Segment Start: Listed records

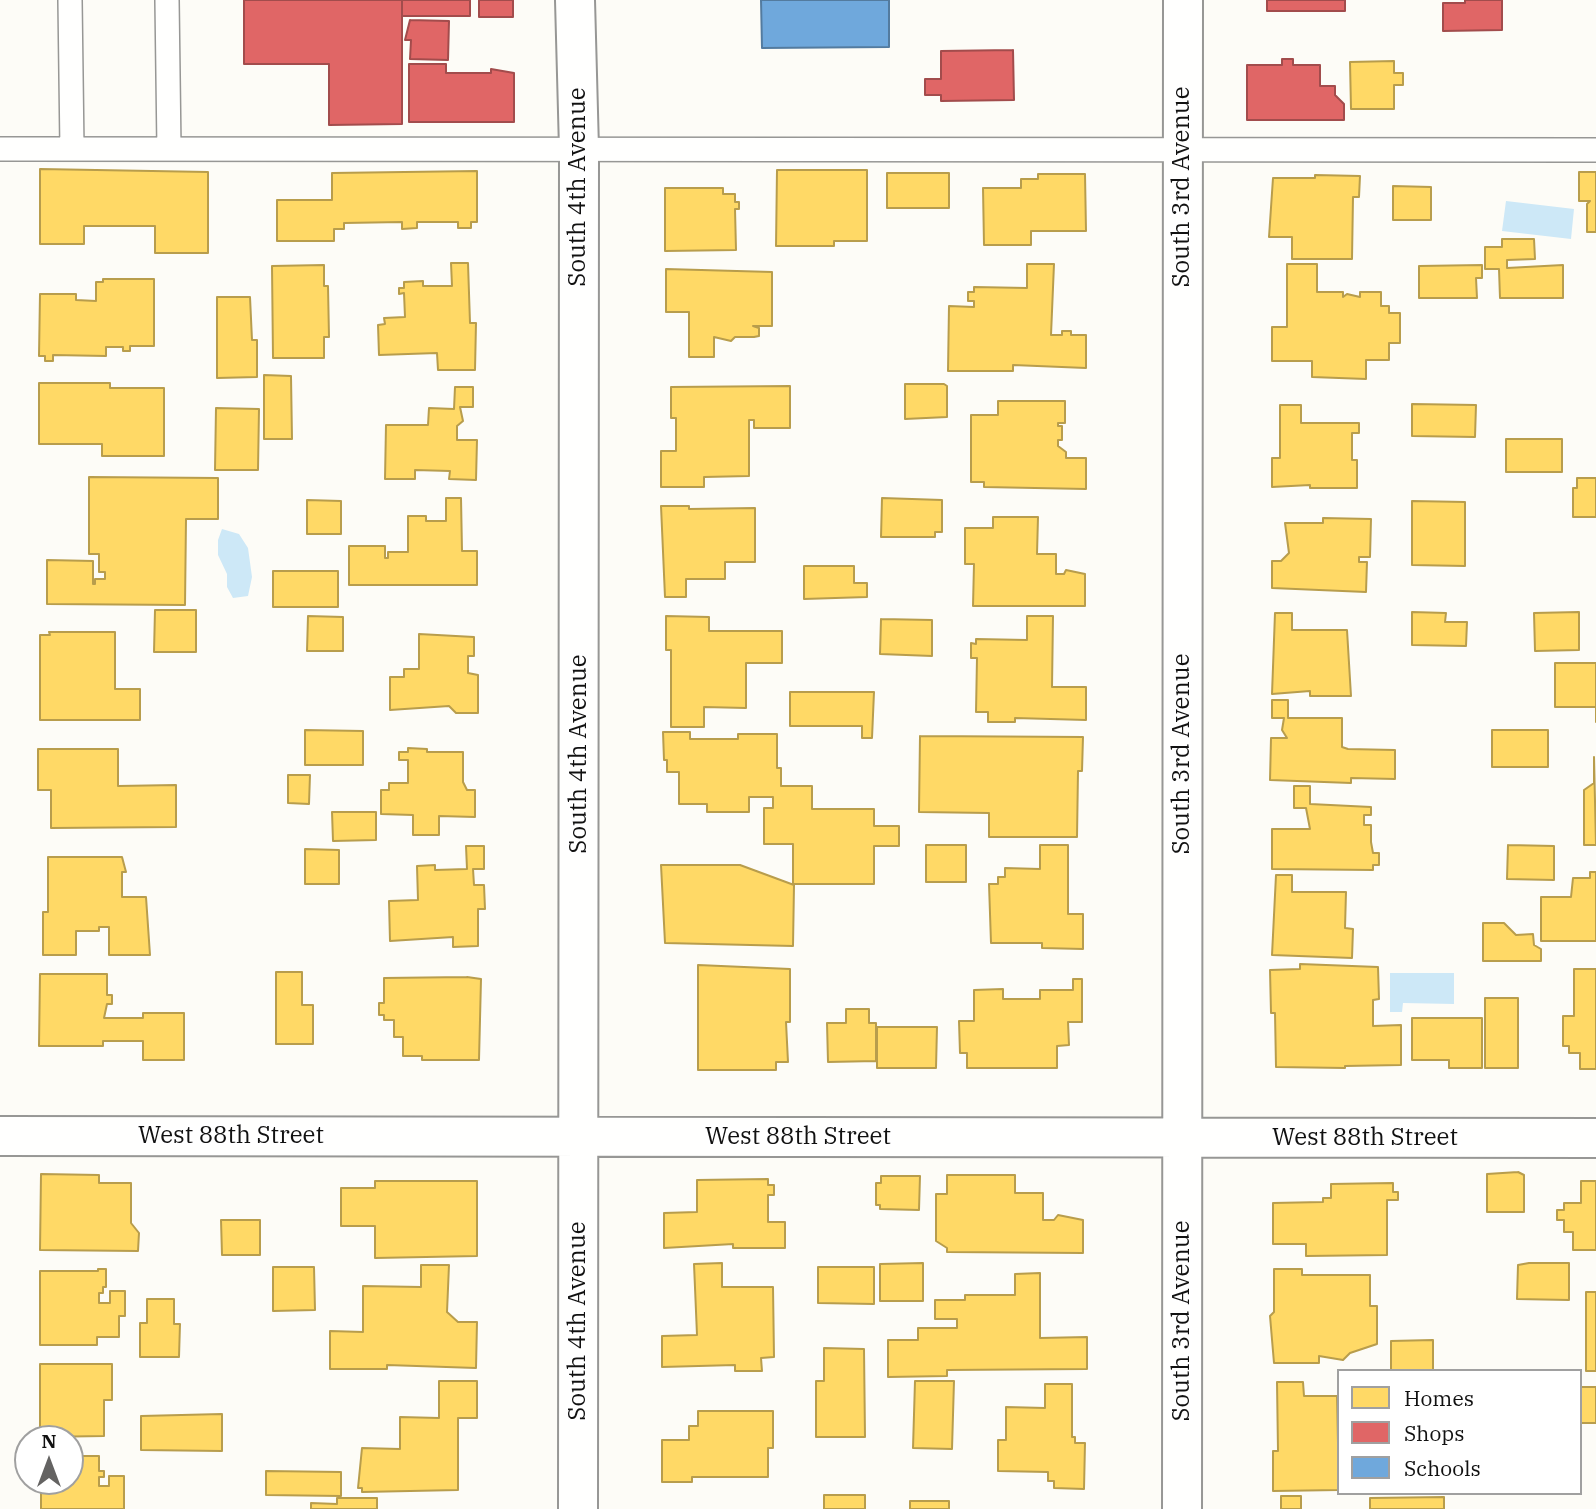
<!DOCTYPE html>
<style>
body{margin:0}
#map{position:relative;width:1596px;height:1509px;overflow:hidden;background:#fdfcf7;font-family:"IBM Plex Serif",serif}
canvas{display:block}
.legend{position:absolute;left:1337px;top:1369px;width:245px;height:126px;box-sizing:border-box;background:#fff;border:2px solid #a0a0a0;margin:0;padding:9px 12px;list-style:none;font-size:21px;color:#111}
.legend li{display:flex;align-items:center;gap:14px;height:35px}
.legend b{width:35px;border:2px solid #a0a0a0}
.north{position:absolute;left:14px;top:1425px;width:70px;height:70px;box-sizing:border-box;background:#fff;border:2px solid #a0a0a0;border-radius:50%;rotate:0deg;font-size:19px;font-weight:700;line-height:28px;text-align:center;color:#111}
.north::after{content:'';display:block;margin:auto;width:24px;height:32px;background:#646362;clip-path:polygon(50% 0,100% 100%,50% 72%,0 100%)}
</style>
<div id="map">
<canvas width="1596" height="1509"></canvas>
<ul class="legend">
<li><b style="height:19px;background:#ffd966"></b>Homes</li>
<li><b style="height:19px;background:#e06666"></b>Shops</li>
<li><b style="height:19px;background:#6fa8dc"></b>Schools</li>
</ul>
<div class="north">N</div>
</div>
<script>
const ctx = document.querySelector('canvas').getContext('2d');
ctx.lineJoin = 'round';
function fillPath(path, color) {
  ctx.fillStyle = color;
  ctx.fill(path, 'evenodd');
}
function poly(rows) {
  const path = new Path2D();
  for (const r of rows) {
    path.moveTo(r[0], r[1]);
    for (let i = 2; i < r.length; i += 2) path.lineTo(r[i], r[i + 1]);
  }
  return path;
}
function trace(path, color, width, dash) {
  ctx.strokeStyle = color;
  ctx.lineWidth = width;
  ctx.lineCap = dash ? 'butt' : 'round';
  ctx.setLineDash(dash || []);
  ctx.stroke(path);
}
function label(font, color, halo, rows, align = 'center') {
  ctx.font = font + ' "IBM Plex Serif",serif';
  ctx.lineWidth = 7;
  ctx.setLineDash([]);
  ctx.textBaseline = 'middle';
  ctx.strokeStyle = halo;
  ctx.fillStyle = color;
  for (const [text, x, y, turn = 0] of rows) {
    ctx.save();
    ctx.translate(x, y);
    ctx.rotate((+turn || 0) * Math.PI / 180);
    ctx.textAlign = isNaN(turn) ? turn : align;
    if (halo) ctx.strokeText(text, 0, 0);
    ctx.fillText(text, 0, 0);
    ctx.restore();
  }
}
fillPath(poly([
 [1506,201,1574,209,1571,239,1502,231],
 [222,529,239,534,248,548,252,577,248,596,233,598,227,587,227,574,218,555,218,540],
 [1390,973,1454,973,1454,1004,1403,1003,1402,1012,1390,1012]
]), '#cde8f7');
const homes = poly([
 [1394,61,1394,73,1403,73,1403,85,1394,85,1394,109,1351,109,1350,62,1394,61],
 [40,169,208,172,208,253,155,253,155,226,84,226,84,244,40,244,40,169],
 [777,170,867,170,867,241,834,241,834,246,776,246,777,170],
 [477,171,477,222,471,222,471,228,458,228,458,222,417,222,417,228,402,229,402,222,344,223,344,229,334,229,334,241,277,241,277,200,332,200,332,173,477,171],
 [1579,172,1596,172,1596,232,1587,232,1587,204,1590,201,1579,201,1579,172],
 [887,173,949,173,949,208,887,208,887,173],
 [1038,174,1085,174,1086,231,1031,231,1031,245,984,245,983,188,1021,188,1021,179,1038,179,1038,174],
 [1315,175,1360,176,1359,197,1353,197,1352,259,1292,259,1292,237,1269,237,1273,178,1315,178,1315,175],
 [1393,186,1431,187,1431,220,1393,220,1393,186],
 [665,188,723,188,723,194,735,194,735,202,739,202,739,209,735,209,736,250,665,251,665,188],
 [1502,239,1534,239,1535,259,1507,260,1507,268,1563,265,1563,298,1500,298,1499,269,1485,269,1485,247,1502,247,1502,239],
 [451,263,468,263,470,323,476,323,475,370,438,370,437,353,379,355,378,325,385,324,384,318,405,317,404,293,399,294,399,288,404,288,404,282,423,281,423,286,452,286,451,263],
 [1027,264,1054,264,1051,335,1062,335,1062,331,1071,331,1071,335,1086,335,1086,368,1013,365,1013,371,948,371,949,306,974,307,974,301,968,301,968,292,974,292,974,287,1027,288,1027,264],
 [1287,264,1317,264,1317,292,1343,292,1343,297,1347,294,1360,297,1360,292,1381,292,1381,306,1389,306,1389,313,1400,313,1400,343,1389,343,1389,360,1366,360,1366,379,1312,377,1312,361,1272,361,1272,327,1287,327,1287,264],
 [324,265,324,286,328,286,329,337,324,337,324,358,273,358,272,266,324,265],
 [1482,265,1482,278,1476,278,1477,298,1419,298,1419,266,1482,265],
 [666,269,772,272,772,326,753,326,759,328,759,336,754,337,735,337,731,341,714,337,714,357,689,357,689,312,666,312,666,269],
 [103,279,154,279,154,346,130,346,130,351,123,351,123,347,106,347,106,356,53,355,53,361,45,361,45,356,39,356,40,294,76,294,76,300,96,301,96,282,103,282,103,279],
 [217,297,250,297,252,340,257,340,257,377,217,378,217,297],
 [264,375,291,376,292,439,264,439,264,375],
 [39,383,110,383,110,388,164,388,164,456,102,456,102,444,39,444,39,383],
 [905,384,944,384,947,386,947,417,905,419,905,384],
 [790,386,790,428,754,428,754,420,749,420,749,476,704,477,704,487,661,487,661,451,676,451,676,418,671,418,671,387,790,386],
 [455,387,473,387,473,407,460,407,463,421,457,426,457,440,477,440,476,480,449,479,450,471,415,470,415,479,385,479,386,425,428,425,429,408,454,409,455,387],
 [998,401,1065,401,1065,423,1058,423,1058,426,1062,426,1062,440,1058,440,1058,446,1066,452,1066,458,1086,458,1086,489,984,487,984,482,971,482,971,415,998,415,998,401],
 [1412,404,1476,405,1475,437,1412,436,1412,404],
 [1280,405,1301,405,1301,423,1359,423,1359,433,1352,433,1352,460,1357,460,1357,488,1310,488,1310,485,1272,487,1272,458,1280,458,1280,405],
 [216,408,259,409,258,470,215,470,216,408],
 [1506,439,1562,439,1562,472,1506,472,1506,439],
 [89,477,218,478,218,519,186,519,185,605,47,604,47,560,93,561,93,584,95,584,95,579,105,579,105,572,99,572,99,554,89,554,89,477],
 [1577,478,1596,478,1596,517,1573,517,1573,488,1577,488,1577,478],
 [446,498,461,498,462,551,477,551,477,585,349,585,349,546,385,546,385,558,388,558,388,552,408,552,408,516,426,516,426,521,446,521,446,498],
 [882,498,942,500,942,532,935,532,935,537,881,537,882,498],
 [307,500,341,501,341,534,307,534,307,500],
 [1412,501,1465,502,1465,566,1412,565,1412,501],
 [661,506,689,506,689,509,755,508,755,562,725,562,725,579,686,579,686,597,665,597,661,506],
 [993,517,1038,517,1037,554,1056,554,1056,574,1064,574,1066,570,1085,574,1085,606,973,606,974,564,965,564,965,528,993,528,993,517],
 [1323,518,1371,519,1370,557,1359,557,1359,562,1367,562,1366,592,1272,588,1272,561,1281,561,1289,553,1285,523,1323,523,1323,518],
 [804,566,854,566,854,583,867,583,867,597,804,599,804,566],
 [273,571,338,571,338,607,273,607,273,571],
 [155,610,196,610,196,652,154,652,155,610],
 [1412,612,1446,613,1445,622,1467,622,1466,646,1412,645,1412,612],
 [1579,612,1579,650,1535,651,1534,613,1579,612],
 [1275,613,1292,613,1292,630,1347,630,1351,696,1310,696,1310,691,1272,694,1275,613],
 [308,616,343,617,343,651,307,651,308,616],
 [666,616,709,617,709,631,782,631,782,663,746,663,746,708,704,707,704,727,671,727,671,650,666,650,666,616],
 [1027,616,1053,616,1052,687,1086,687,1086,720,1015,718,1015,722,988,722,988,712,976,712,977,658,971,658,971,643,976,644,976,639,1027,640,1027,616],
 [881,619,932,620,932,656,880,654,881,619],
 [49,632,115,632,115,689,140,689,140,720,40,720,40,635,50,635,49,632],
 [419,634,474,637,474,656,468,656,468,673,478,675,478,713,456,713,449,706,390,710,390,677,404,677,404,669,419,669,419,634],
 [1555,663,1596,663,1596,722,1596,707,1555,707,1555,663],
 [790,692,874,692,872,738,862,738,862,726,790,726,790,692],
 [1272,700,1288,700,1288,718,1342,718,1342,747,1348,749,1395,750,1395,779,1351,778,1351,783,1270,780,1271,738,1287,738,1282,730,1284,718,1272,718,1272,700],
 [305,730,363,731,363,765,305,765,305,730],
 [1492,730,1548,730,1548,767,1492,767,1492,730],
 [663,732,690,732,690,739,738,739,738,734,777,734,777,768,781,768,781,786,812,786,812,809,874,809,874,826,899,826,899,846,874,846,874,884,793,884,793,844,764,844,764,808,773,808,773,797,749,797,749,812,707,812,707,804,679,804,679,772,667,772,667,760,664,760,663,732],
 [920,736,1083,737,1082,771,1078,771,1077,837,989,837,989,813,919,812,920,736],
 [408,748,427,749,427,752,463,752,463,782,467,790,475,790,475,817,439,816,439,835,413,835,413,815,381,814,381,790,389,790,389,783,408,783,408,760,399,760,399,752,408,752,408,748],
 [38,749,118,749,118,786,176,785,176,827,51,828,51,790,38,790,38,749],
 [1594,757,1596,845,1584,845,1584,790,1594,783,1594,757],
 [288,775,310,775,309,804,288,803,288,775],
 [1294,786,1310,786,1310,804,1371,807,1371,815,1364,815,1364,825,1371,825,1371,842,1373,853,1379,853,1379,865,1373,865,1373,870,1272,869,1272,829,1310,829,1306,808,1294,808,1294,786],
 [332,812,376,812,376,840,333,841,332,812],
 [926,845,966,845,966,882,926,882,926,845],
 [1040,845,1068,845,1068,914,1083,914,1083,949,1042,948,1042,943,991,943,989,884,998,884,998,877,1005,877,1005,868,1040,869,1040,845],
 [1508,845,1554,846,1554,880,1507,879,1508,845],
 [466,846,484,846,484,869,473,869,474,885,484,885,485,909,478,909,478,946,453,947,453,937,390,941,389,901,418,900,417,866,435,865,435,870,467,869,466,846],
 [305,849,339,850,339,884,305,884,305,849],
 [48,857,122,857,126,872,122,872,122,897,146,897,150,955,109,955,109,927,99,927,99,931,76,931,76,955,43,955,43,912,48,912,48,857],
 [661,865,740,865,794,885,793,946,665,943,661,865],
 [1590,872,1596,872,1596,941,1541,941,1541,897,1571,897,1573,878,1590,878,1590,872],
 [1276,875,1292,875,1292,892,1346,892,1345,928,1353,929,1352,958,1272,955,1276,875],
 [1483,923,1504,923,1516,935,1533,934,1534,945,1541,949,1541,961,1483,961,1483,923],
 [1300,964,1378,967,1379,999,1373,1000,1373,1026,1401,1025,1401,1065,1345,1066,1345,1068,1276,1067,1275,1013,1271,1013,1270,970,1300,969,1300,964],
 [698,965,790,969,790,1022,786,1022,788,1062,776,1062,776,1070,698,1070,698,965],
 [1574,969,1596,969,1596,1069,1580,1069,1580,1053,1569,1053,1569,1046,1563,1046,1563,1016,1574,1016,1574,969],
 [276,972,302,972,302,1005,313,1005,313,1044,276,1044,276,972],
 [40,974,107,974,107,995,112,995,112,1004,107,1004,104,1018,143,1018,143,1013,184,1013,184,1060,143,1060,143,1041,103,1041,103,1046,39,1046,40,974],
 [467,977,481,979,479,1060,422,1060,422,1056,403,1056,403,1037,394,1037,394,1020,384,1020,384,1015,379,1015,379,1003,384,1003,384,978,467,977],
 [1073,979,1082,979,1082,1022,1068,1022,1069,1045,1057,1046,1057,1068,967,1068,967,1053,960,1053,959,1021,974,1021,974,990,1003,989,1003,999,1040,999,1040,990,1073,990,1073,979],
 [1485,998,1518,998,1518,1068,1485,1068,1485,998],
 [846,1009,869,1009,869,1023,876,1023,876,1061,828,1062,827,1023,846,1023,846,1009],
 [1412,1018,1482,1018,1482,1068,1449,1068,1449,1060,1412,1060,1412,1018],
 [877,1027,937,1027,936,1068,877,1068,877,1027],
 [1518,1172,1524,1175,1524,1212,1487,1212,1487,1174,1518,1172],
 [41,1174,99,1175,99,1183,131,1183,131,1223,139,1233,138,1251,40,1250,41,1174],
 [947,1175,1015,1175,1015,1193,1043,1193,1043,1220,1054,1220,1058,1215,1083,1220,1083,1253,947,1252,947,1248,936,1241,936,1194,947,1194,947,1175],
 [881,1176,920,1176,919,1210,880,1209,880,1205,876,1205,876,1183,881,1183,881,1176],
 [768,1179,768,1185,774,1185,774,1195,768,1195,768,1222,785,1222,785,1248,733,1248,733,1244,664,1248,664,1213,697,1212,697,1180,768,1179],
 [375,1181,477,1181,477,1256,375,1258,375,1226,341,1226,341,1188,375,1188,375,1181],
 [1581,1181,1596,1181,1596,1250,1573,1250,1573,1232,1564,1232,1564,1220,1557,1220,1557,1210,1564,1210,1564,1203,1581,1203,1581,1181],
 [1393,1183,1393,1192,1398,1192,1398,1200,1387,1200,1387,1255,1306,1256,1306,1244,1273,1244,1273,1203,1323,1202,1323,1198,1331,1198,1331,1184,1393,1183],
 [221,1220,260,1220,260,1255,222,1255,221,1220],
 [722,1263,722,1287,773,1287,774,1357,761,1358,762,1371,735,1371,735,1365,662,1367,662,1336,697,1335,694,1264,722,1263],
 [923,1263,923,1301,880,1301,880,1264,923,1263],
 [1529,1263,1569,1263,1569,1300,1517,1299,1518,1265,1529,1263],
 [421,1265,449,1265,447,1312,458,1322,477,1322,476,1368,387,1365,387,1369,330,1369,330,1331,363,1332,363,1286,421,1287,421,1265],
 [273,1267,314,1267,315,1310,273,1311,273,1267],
 [818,1267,874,1267,874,1304,818,1303,818,1267],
 [98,1269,106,1269,106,1287,103,1287,103,1293,99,1293,99,1303,110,1303,110,1291,125,1291,125,1316,119,1316,119,1337,97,1337,97,1345,40,1345,40,1271,98,1271,98,1269],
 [1274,1269,1302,1269,1302,1275,1370,1275,1370,1306,1377,1306,1377,1344,1350,1353,1343,1360,1319,1356,1319,1363,1274,1363,1270,1316,1274,1312,1274,1269],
 [1040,1273,1040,1338,1087,1337,1087,1369,947,1370,947,1376,888,1377,888,1340,918,1340,918,1328,957,1328,957,1319,935,1319,935,1300,965,1300,965,1295,1015,1295,1015,1274,1040,1273],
 [1586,1292,1596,1292,1596,1371,1586,1371,1586,1292],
 [147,1299,174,1299,174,1324,180,1324,179,1357,140,1357,140,1323,147,1323,147,1299],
 [1433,1340,1433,1371,1391,1371,1391,1341,1433,1340],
 [824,1348,864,1349,865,1437,816,1437,816,1381,824,1381,824,1348],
 [40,1364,112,1364,112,1400,104,1400,104,1436,40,1437,40,1364],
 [439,1381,477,1381,477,1418,458,1418,458,1490,362,1492,362,1488,358,1488,362,1448,400,1449,400,1417,439,1418,439,1381],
 [915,1381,954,1381,952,1449,913,1448,915,1381],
 [1277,1382,1303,1382,1304,1396,1337,1396,1339,1490,1273,1491,1273,1451,1278,1451,1277,1382],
 [1045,1384,1072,1384,1072,1437,1075,1437,1075,1443,1085,1443,1084,1489,1054,1488,1054,1481,1048,1481,1048,1472,998,1471,998,1440,1006,1440,1006,1407,1045,1408,1045,1384],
 [1580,1387,1596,1387,1596,1423,1580,1423,1580,1387],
 [698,1411,773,1411,773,1448,768,1448,768,1477,692,1477,692,1482,662,1482,662,1440,689,1440,689,1426,698,1426,698,1411],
 [222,1414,222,1451,141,1450,141,1416,222,1414],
 [70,1456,99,1456,99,1471,104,1471,104,1477,99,1477,99,1486,109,1486,109,1476,124,1476,124,1509,41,1509,41,1481,70,1481,70,1456],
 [266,1471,341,1472,341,1496,266,1495,266,1471],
 [824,1495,865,1495,865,1509,824,1509,824,1495],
 [1281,1496,1301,1496,1301,1509,1281,1509,1281,1496],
 [1444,1497,1444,1509,1370,1509,1370,1498,1444,1497],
 [337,1498,377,1498,377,1509,311,1509,311,1503,337,1504,337,1498],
 [910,1501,949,1501,949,1509,910,1509,910,1501]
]);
fillPath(homes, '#ffd966');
trace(homes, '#b89d4c', 2);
const shops = poly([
 [244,0,402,0,402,124,329,125,329,64,244,64,244,0],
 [402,0,470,0,470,16,402,16,402,0],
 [479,0,513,0,513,17,479,17,479,0],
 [1267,0,1345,0,1345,11,1267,11,1267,0],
 [1465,0,1502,0,1502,30,1443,31,1443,3,1465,3,1465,0],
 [410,20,449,21,448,60,410,59,411,40,405,40,410,20],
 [1013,50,1014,100,941,101,941,95,925,95,925,79,941,79,941,51,1013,50],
 [1282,59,1293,59,1293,65,1320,65,1320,86,1335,86,1335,95,1344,104,1344,120,1247,120,1247,65,1282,65,1282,59],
 [409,64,446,64,446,73,491,73,491,69,514,73,514,122,409,122,409,64]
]);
fillPath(shops, '#e06666');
trace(shops, '#a24c4c', 2);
const schools = poly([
 [761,0,889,0,889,47,762,48,761,0]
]);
fillPath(schools, '#6fa8dc');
trace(schools, '#537b9f', 2);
const lane = poly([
 [70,0,72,149],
 [167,0,169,149],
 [0,149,1596,150]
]);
const street = poly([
 [575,0,579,149,578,1509],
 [0,1136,1596,1138],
 [1182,1509,1183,0]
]);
trace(lane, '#979795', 26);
trace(street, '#979795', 42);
trace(lane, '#fffffe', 23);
trace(street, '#fffffe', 38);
label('24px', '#111', '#fff', [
 ["South 4th Avenue",578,187,-90],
 ["South 3rd Avenue",1182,187,-90],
 ["South 4th Avenue",579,754,-90],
 ["South 3rd Avenue",1182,754,-90],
 ["West 88th Street",231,1136],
 ["West 88th Street",798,1137],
 ["West 88th Street",1365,1138],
 ["South 4th Avenue",578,1321,-90],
 ["South 3rd Avenue",1182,1321,-90]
]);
</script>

Segment End: Listed records

### Task description
Scan the entries above for the word "function" and collect each line holding it.

### Result for this exercise
function fillPath(path, color) {
function poly(rows) {
function trace(path, color, width, dash) {
function label(font, color, halo, rows, align = 'center') {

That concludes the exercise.